Importantly, the usefulness of “imagining regionally” when it comes to memory extends beyond the realm of analysis. It does not only refine our understanding of memory and conflict, it also informs the practice of conflict resolution where it can expand the available repertoire of action. The article highlighted the tension between the phenomenon under study—regional in scope—and the way in which it is acted upon. Peacebuilding and transitional justice cannot be fully successful if regional fractures such as partial victimhood and silenced violence are not recognized and acted upon as such. Peacebuilding and transitional justice attempts cannot be comprehensive if regional memory is fractured through different, and sometimes competing, national attempts to deal with its legacy and continued impact (i.e. integrationism and de-ethnicization in Rwanda versus power-sharing and entrenchment of ethnicity in Burundi). As argued in the article, and with relevance to other regional war complexes around the world, a regional frame does not equal the summation of national actors, at whatever level, whether grassroots or state house. What does this imply in terms of practice? Practically speaking, a dedicated, independent body such as a commission of regional memory could be established to create a space necessary to supersede nationalist narratives of memory and memory initiatives bound by national boundaries. For example, rather than speaking of a Rwandan genocide as an event confined to the national territory of Rwanda, a regional memory body would re-narrate it as a phenomenon whose roots, extent, and impact are regional.
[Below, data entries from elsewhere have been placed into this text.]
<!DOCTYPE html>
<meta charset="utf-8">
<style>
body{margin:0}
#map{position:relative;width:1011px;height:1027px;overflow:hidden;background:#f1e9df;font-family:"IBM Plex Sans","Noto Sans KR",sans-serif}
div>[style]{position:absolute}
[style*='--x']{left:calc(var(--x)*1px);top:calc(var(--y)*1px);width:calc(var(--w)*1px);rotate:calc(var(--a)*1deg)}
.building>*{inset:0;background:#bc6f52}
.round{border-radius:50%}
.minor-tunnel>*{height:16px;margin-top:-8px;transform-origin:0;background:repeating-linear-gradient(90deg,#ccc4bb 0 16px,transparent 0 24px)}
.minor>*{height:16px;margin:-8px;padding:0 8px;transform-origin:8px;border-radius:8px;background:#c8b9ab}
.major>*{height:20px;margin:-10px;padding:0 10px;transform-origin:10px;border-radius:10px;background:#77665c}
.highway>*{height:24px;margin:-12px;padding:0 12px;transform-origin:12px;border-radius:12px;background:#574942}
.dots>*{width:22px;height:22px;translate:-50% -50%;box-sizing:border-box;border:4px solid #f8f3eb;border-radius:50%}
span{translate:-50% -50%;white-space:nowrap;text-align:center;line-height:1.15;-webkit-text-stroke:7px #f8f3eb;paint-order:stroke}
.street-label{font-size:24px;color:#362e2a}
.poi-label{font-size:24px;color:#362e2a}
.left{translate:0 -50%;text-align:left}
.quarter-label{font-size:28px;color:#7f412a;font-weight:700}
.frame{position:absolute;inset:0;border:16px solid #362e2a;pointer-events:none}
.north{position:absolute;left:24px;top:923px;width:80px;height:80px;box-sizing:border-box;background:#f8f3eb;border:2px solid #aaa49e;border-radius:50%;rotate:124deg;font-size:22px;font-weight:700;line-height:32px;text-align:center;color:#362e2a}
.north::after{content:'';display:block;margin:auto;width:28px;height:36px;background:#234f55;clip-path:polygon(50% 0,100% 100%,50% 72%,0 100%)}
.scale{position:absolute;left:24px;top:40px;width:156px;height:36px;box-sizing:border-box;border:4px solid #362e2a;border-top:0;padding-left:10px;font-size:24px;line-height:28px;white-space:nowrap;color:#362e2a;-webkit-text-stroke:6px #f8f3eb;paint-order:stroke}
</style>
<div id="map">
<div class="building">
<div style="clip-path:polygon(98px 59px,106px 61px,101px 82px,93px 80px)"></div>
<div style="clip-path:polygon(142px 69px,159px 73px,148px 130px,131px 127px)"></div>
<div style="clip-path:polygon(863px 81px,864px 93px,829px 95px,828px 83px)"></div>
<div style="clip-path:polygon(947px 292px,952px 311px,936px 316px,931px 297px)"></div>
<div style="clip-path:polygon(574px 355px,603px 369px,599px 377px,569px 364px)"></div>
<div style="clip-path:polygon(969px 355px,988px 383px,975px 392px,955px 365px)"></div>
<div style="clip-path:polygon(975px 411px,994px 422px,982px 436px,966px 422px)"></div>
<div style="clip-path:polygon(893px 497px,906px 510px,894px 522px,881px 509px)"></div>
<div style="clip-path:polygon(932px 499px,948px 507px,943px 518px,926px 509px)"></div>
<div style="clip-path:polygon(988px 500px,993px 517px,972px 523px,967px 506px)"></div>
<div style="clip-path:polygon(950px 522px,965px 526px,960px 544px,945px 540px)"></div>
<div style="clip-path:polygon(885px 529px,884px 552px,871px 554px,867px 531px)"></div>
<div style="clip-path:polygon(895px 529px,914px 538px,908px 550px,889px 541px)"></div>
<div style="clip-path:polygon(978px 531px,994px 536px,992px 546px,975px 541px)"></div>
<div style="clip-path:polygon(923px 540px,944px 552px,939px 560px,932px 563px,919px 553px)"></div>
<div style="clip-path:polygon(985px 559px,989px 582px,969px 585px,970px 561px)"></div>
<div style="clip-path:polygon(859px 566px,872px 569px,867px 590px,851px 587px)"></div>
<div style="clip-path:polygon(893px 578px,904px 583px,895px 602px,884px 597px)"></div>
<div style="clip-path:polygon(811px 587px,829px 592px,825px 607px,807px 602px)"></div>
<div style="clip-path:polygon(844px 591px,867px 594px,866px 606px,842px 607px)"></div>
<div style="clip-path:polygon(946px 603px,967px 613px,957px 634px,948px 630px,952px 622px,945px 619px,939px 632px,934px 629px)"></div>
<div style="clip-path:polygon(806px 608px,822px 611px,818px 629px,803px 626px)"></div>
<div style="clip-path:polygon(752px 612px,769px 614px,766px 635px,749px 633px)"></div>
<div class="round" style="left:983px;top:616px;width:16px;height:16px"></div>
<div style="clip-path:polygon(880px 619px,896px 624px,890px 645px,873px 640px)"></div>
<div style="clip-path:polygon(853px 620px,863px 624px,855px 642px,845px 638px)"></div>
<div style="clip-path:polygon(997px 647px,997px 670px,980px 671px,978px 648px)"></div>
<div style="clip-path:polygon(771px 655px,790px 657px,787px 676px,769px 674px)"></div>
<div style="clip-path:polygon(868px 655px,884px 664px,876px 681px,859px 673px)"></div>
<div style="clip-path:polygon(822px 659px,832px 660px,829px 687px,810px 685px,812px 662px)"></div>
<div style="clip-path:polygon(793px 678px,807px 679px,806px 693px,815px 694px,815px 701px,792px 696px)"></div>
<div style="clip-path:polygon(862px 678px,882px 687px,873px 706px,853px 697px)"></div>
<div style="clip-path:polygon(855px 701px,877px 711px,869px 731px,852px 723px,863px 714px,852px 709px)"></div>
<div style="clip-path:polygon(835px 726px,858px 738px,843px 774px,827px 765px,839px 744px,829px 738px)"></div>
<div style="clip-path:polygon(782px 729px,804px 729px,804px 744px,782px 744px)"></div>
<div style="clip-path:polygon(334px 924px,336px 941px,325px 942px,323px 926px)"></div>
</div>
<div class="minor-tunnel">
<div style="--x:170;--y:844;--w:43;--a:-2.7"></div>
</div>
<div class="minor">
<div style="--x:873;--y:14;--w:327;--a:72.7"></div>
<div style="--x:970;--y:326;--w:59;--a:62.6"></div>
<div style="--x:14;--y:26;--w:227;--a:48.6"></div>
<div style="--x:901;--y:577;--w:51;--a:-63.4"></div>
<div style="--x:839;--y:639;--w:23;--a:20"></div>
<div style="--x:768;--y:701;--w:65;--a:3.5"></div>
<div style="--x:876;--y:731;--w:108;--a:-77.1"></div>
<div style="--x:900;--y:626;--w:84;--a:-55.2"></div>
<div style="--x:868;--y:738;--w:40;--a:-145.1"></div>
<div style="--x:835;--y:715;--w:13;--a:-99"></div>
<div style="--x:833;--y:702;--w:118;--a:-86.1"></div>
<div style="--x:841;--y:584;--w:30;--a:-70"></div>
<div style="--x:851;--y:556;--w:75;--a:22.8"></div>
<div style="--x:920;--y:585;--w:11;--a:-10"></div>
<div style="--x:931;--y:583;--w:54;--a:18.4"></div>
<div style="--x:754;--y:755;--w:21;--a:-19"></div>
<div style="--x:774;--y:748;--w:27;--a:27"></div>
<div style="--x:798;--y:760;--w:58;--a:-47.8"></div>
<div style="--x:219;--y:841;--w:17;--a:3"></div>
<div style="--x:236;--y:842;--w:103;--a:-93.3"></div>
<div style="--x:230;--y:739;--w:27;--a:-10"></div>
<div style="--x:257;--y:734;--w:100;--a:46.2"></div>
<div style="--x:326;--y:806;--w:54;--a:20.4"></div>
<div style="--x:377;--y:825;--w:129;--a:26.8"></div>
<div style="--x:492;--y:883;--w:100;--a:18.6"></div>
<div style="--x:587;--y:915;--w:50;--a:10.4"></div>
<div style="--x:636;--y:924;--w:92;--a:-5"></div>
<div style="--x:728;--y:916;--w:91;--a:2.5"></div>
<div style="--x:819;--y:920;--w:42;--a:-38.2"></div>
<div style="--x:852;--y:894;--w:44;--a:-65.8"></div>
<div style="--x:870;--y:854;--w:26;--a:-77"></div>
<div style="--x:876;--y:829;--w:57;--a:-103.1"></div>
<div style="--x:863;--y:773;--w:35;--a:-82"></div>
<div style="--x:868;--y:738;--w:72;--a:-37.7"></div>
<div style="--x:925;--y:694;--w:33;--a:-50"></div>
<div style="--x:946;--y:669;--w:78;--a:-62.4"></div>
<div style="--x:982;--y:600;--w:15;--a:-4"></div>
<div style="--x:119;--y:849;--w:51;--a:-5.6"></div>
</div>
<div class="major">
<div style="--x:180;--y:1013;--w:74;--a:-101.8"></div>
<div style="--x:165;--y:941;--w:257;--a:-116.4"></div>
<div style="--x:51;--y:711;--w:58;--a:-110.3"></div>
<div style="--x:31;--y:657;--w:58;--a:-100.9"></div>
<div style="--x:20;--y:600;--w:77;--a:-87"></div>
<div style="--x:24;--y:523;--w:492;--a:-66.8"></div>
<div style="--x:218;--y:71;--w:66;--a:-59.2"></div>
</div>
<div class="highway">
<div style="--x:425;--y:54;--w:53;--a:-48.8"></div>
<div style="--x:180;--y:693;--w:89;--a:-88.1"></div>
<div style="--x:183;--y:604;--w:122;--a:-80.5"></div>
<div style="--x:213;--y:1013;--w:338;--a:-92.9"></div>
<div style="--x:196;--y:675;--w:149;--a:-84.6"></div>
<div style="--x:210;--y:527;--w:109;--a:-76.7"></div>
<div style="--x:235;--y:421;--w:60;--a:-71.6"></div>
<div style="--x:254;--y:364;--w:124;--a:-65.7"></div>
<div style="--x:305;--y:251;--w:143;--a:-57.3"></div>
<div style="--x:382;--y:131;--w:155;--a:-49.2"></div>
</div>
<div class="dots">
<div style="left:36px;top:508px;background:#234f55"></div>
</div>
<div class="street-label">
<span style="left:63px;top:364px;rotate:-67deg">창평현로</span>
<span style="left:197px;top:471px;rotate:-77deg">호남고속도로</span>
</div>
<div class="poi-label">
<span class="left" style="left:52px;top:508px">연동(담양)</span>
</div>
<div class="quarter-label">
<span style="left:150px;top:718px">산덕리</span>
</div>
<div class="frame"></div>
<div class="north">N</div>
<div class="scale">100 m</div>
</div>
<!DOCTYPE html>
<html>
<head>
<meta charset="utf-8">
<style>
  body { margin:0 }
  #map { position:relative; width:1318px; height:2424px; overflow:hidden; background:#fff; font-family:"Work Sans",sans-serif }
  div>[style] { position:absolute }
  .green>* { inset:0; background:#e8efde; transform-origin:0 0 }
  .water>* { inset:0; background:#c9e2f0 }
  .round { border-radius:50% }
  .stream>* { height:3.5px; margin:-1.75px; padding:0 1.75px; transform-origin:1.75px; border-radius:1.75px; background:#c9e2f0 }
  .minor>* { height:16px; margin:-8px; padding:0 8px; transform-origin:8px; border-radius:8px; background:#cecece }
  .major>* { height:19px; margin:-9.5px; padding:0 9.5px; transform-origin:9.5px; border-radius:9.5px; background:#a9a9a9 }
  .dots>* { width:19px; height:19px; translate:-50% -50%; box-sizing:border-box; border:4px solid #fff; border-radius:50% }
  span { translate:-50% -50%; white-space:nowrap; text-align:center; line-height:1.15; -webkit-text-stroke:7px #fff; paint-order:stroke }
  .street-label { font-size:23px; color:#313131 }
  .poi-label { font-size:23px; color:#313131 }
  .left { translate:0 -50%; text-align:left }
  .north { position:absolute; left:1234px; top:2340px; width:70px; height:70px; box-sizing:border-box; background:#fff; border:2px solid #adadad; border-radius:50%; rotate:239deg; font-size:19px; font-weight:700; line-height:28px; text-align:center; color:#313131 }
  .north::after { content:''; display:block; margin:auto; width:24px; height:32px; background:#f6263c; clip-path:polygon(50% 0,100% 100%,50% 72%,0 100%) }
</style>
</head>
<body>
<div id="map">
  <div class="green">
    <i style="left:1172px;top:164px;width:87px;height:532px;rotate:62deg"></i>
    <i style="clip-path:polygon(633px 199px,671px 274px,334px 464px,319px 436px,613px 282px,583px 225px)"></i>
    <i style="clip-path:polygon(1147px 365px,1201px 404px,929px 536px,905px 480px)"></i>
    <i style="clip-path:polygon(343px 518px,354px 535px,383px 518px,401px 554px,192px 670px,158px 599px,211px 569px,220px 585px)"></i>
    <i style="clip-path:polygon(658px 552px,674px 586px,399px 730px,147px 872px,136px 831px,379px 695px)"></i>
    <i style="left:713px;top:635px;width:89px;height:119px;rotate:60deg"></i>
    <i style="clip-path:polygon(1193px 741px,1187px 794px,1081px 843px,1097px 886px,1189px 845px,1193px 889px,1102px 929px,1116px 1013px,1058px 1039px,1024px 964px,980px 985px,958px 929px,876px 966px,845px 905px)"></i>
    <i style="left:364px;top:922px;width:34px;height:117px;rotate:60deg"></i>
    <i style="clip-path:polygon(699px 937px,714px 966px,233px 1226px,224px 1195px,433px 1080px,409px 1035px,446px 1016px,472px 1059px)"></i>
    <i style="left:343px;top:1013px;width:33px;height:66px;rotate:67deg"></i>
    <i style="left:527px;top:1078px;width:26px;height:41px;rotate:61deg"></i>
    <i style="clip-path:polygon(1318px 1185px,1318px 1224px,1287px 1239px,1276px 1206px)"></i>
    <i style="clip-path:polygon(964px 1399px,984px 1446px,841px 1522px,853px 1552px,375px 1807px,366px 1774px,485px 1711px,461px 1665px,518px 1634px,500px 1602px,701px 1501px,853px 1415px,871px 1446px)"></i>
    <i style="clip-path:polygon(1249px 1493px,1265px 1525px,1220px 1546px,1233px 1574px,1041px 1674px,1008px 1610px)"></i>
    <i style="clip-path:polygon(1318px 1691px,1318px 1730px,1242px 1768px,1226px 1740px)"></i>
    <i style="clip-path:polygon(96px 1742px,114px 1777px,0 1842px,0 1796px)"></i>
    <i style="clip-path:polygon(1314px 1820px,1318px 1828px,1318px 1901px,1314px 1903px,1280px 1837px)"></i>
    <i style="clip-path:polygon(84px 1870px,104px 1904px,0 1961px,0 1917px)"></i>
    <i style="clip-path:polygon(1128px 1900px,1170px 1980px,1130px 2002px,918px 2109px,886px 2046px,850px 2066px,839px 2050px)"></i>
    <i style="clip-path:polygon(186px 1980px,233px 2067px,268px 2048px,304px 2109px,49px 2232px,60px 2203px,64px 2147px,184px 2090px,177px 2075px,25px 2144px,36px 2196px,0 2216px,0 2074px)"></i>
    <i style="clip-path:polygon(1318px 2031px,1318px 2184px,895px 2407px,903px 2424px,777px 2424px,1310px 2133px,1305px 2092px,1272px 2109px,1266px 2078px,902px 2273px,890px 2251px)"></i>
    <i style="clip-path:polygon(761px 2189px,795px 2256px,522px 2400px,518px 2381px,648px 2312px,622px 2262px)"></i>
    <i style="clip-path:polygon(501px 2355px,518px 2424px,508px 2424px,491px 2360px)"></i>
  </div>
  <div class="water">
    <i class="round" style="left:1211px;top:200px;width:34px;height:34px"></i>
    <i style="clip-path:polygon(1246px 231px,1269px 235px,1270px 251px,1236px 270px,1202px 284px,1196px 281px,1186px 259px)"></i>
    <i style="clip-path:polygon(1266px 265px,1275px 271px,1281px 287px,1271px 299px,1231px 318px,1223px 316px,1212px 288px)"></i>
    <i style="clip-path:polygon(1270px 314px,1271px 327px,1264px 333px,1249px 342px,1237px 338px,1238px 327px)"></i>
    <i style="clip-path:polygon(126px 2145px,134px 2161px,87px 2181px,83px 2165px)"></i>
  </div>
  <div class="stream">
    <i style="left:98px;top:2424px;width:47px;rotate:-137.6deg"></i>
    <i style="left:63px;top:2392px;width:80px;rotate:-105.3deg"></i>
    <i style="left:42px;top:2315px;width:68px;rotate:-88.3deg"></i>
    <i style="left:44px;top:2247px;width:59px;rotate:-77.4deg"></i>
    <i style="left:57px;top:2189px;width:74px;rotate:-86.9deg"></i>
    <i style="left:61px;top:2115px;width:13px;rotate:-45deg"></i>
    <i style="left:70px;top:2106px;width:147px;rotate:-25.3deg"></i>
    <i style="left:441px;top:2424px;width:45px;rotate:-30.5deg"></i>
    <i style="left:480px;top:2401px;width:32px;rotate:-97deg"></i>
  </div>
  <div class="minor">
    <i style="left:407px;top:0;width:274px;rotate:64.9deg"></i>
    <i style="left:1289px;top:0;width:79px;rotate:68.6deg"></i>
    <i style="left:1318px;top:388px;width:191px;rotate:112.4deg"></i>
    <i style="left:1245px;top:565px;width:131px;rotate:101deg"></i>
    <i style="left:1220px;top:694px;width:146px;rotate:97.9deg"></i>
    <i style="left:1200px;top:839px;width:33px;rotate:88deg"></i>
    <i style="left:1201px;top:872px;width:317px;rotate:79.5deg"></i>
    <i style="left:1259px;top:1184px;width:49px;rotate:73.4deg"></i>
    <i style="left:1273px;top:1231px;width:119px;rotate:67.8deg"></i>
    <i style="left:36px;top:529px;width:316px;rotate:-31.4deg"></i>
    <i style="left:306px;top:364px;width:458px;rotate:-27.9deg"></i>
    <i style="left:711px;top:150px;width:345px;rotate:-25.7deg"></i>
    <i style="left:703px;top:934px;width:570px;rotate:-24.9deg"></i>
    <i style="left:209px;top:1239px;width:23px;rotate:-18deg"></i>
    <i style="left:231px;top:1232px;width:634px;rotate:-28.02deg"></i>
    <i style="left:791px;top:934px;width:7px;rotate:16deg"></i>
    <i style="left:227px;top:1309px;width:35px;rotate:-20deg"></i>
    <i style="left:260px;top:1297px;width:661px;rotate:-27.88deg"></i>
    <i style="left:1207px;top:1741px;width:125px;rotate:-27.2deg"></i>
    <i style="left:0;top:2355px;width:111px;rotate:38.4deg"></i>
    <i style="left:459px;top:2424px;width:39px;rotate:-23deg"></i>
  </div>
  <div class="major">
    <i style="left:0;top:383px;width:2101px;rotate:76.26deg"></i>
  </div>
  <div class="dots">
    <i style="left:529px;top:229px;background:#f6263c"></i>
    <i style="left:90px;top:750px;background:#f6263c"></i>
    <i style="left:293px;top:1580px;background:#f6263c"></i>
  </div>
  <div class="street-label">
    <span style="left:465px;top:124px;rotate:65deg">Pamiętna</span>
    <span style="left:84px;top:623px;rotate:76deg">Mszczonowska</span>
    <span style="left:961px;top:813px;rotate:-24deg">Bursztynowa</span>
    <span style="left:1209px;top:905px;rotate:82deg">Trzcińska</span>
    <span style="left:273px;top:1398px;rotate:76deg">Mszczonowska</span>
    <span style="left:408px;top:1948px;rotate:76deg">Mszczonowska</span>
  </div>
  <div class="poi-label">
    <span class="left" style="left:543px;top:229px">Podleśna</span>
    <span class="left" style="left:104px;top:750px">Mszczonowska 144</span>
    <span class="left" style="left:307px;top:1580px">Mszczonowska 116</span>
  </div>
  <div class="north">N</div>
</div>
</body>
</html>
The role of the new regional memory architecture would be to explore and document regional extensions of memory, to suggest forms of resolution spanning borders, and to organize activities toward these ends. It would involve the establishment of regional archives and regional commemoration, among other things. This work would create two important contributions of both epistemic and practical value. First, such frame would finally give voice and recognition to migrants and refugees and place their experience more firmly at the center of historical events; it would underscore their predicaments as in need of recognition and redress. Second, such frame would be more firmly decolonial, and open opportunities for decolonial debates and action. If colonialism was key to laying the groundwork for some of the toxic narratives spanning the region, then only a truly regional frame is fit to address and redress this aspect of the past, and explore its legacies and continuities in the present. In sum then, the framework of regional memory has much to offer, and this article is merely a small first step toward exploring its full potential.